Exercise goal -> Please return every line in the following data that includes the string "picture".

Supplied records ->
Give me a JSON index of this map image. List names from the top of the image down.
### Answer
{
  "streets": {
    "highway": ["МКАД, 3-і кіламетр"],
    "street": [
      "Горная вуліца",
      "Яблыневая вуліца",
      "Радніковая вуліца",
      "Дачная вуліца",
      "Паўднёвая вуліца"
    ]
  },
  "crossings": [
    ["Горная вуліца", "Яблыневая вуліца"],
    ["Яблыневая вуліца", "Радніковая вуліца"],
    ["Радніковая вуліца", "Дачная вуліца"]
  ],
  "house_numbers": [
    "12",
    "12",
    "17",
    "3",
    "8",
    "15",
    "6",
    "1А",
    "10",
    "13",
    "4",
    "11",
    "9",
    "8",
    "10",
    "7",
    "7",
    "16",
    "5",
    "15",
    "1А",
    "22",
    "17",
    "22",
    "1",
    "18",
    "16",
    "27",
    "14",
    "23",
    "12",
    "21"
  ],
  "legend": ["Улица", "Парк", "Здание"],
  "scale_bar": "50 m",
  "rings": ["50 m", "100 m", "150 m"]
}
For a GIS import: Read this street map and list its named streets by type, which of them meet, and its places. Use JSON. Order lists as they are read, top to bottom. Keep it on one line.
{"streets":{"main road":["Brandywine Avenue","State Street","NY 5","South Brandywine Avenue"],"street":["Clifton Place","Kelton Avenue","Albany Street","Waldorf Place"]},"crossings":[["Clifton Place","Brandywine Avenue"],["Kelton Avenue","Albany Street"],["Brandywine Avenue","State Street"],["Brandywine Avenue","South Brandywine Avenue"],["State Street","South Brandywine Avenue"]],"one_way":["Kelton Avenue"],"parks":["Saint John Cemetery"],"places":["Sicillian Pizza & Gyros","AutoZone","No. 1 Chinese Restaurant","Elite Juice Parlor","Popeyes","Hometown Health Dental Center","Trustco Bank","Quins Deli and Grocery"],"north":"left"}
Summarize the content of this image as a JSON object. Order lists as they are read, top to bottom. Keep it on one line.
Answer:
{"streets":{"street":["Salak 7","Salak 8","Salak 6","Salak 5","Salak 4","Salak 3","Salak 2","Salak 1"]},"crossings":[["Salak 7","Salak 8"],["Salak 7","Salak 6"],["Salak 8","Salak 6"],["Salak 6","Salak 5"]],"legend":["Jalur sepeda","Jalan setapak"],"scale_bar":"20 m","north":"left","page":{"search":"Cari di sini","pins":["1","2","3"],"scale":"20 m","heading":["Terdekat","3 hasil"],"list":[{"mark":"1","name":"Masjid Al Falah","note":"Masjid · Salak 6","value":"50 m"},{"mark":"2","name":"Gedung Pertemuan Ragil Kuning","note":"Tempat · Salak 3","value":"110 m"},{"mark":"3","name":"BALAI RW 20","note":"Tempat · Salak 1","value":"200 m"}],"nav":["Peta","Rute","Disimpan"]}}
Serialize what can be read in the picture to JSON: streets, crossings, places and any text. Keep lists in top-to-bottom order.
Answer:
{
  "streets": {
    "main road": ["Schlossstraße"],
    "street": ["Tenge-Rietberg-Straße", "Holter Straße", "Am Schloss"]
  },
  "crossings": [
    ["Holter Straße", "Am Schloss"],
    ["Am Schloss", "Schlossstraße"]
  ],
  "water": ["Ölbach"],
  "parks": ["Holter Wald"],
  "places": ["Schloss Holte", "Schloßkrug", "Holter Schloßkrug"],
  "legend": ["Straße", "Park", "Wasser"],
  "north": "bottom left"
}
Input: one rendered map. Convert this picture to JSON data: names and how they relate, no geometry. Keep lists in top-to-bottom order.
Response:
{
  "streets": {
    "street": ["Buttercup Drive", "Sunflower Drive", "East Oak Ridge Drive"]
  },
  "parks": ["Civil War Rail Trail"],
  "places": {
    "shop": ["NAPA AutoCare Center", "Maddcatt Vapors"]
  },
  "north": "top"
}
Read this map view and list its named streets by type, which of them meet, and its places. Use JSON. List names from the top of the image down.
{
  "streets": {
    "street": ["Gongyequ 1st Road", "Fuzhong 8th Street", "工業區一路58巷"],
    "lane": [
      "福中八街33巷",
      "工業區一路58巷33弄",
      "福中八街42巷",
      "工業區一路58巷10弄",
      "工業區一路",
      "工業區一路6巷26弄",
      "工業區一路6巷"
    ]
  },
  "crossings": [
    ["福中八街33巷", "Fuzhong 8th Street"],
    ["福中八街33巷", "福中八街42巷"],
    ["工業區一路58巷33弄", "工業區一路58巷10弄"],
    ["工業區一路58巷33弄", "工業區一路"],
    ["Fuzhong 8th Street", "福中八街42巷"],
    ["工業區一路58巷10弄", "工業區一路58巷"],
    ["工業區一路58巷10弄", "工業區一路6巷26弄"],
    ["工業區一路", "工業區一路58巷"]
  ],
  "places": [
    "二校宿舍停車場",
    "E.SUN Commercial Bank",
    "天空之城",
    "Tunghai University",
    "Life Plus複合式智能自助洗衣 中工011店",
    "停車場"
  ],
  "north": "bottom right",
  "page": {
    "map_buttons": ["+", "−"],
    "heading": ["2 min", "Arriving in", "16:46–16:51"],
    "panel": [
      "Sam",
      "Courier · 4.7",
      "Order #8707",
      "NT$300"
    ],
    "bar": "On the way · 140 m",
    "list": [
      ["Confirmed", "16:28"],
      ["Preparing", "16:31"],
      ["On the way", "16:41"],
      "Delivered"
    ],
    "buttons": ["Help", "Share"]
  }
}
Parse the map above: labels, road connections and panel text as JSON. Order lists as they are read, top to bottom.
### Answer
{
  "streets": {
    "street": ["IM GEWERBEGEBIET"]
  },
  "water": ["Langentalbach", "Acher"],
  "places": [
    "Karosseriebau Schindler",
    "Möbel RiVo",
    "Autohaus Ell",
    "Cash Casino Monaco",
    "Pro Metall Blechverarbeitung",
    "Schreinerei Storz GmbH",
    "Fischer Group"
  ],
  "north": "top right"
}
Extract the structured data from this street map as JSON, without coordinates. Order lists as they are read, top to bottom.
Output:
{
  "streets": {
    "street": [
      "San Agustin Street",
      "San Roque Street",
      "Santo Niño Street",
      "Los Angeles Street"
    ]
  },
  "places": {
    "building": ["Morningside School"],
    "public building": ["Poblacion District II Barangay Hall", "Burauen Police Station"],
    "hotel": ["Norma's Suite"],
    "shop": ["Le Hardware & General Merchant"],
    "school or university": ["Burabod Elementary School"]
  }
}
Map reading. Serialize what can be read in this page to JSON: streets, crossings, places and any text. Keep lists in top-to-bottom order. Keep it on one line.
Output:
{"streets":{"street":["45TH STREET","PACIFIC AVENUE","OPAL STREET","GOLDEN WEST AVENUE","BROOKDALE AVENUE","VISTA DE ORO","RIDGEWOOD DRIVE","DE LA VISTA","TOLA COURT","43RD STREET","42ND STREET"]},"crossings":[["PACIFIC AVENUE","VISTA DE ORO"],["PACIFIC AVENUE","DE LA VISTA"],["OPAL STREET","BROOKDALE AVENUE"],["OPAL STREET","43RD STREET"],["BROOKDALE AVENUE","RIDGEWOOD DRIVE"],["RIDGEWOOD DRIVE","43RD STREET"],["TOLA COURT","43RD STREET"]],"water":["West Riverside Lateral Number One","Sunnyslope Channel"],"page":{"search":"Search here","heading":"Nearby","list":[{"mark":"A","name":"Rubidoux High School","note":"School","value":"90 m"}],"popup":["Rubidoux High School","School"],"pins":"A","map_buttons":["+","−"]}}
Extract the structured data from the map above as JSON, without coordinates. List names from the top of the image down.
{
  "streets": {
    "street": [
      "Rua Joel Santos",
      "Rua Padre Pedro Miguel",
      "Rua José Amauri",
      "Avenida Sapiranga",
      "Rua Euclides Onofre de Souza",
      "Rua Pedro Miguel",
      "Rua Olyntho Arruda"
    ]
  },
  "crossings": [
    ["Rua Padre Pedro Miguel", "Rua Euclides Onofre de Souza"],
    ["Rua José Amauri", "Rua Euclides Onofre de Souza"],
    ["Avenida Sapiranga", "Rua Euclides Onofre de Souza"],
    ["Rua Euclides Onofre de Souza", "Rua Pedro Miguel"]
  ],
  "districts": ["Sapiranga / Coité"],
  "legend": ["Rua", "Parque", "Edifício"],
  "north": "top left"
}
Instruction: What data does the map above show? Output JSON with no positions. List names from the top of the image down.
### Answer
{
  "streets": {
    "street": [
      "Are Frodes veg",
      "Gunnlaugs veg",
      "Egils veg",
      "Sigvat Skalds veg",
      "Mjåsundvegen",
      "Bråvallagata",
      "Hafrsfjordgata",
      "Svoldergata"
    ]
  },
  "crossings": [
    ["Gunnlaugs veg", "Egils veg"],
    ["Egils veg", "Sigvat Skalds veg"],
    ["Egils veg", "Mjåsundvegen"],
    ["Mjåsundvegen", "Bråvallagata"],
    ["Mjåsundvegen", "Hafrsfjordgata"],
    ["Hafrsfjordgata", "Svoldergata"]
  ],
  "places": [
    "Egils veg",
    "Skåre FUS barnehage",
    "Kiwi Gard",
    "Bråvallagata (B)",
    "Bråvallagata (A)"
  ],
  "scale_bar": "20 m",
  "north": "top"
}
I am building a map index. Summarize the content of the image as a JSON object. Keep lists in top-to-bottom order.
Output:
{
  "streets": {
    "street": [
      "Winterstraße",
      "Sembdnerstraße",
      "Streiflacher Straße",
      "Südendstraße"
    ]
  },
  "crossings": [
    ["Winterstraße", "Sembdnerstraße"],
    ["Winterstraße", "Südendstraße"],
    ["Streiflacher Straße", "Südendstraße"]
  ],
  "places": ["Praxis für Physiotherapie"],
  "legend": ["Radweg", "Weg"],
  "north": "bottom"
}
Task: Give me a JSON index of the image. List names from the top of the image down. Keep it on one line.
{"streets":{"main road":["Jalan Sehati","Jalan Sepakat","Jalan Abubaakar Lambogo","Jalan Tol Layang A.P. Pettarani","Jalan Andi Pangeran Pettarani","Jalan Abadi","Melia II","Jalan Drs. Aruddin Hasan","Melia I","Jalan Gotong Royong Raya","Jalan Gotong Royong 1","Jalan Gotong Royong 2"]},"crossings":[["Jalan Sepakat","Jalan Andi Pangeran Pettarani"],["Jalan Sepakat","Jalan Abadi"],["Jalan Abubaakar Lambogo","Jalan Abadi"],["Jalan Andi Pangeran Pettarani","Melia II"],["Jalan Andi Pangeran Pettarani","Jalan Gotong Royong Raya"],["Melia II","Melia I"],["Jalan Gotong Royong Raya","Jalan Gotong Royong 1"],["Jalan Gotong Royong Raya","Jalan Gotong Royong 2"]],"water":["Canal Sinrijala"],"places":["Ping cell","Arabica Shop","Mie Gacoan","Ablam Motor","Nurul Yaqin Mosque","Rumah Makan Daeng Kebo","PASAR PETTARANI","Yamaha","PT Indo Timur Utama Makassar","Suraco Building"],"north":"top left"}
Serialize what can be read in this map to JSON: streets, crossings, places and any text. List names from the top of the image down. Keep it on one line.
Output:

Result for this exercise ->
Serialize what can be read in the picture to JSON: streets, crossings, places and any text. Keep lists in top-to-bottom order.
Input: one rendered map. Convert this picture to JSON data: names and how they relate, no geometry. Keep lists in top-to-bottom order.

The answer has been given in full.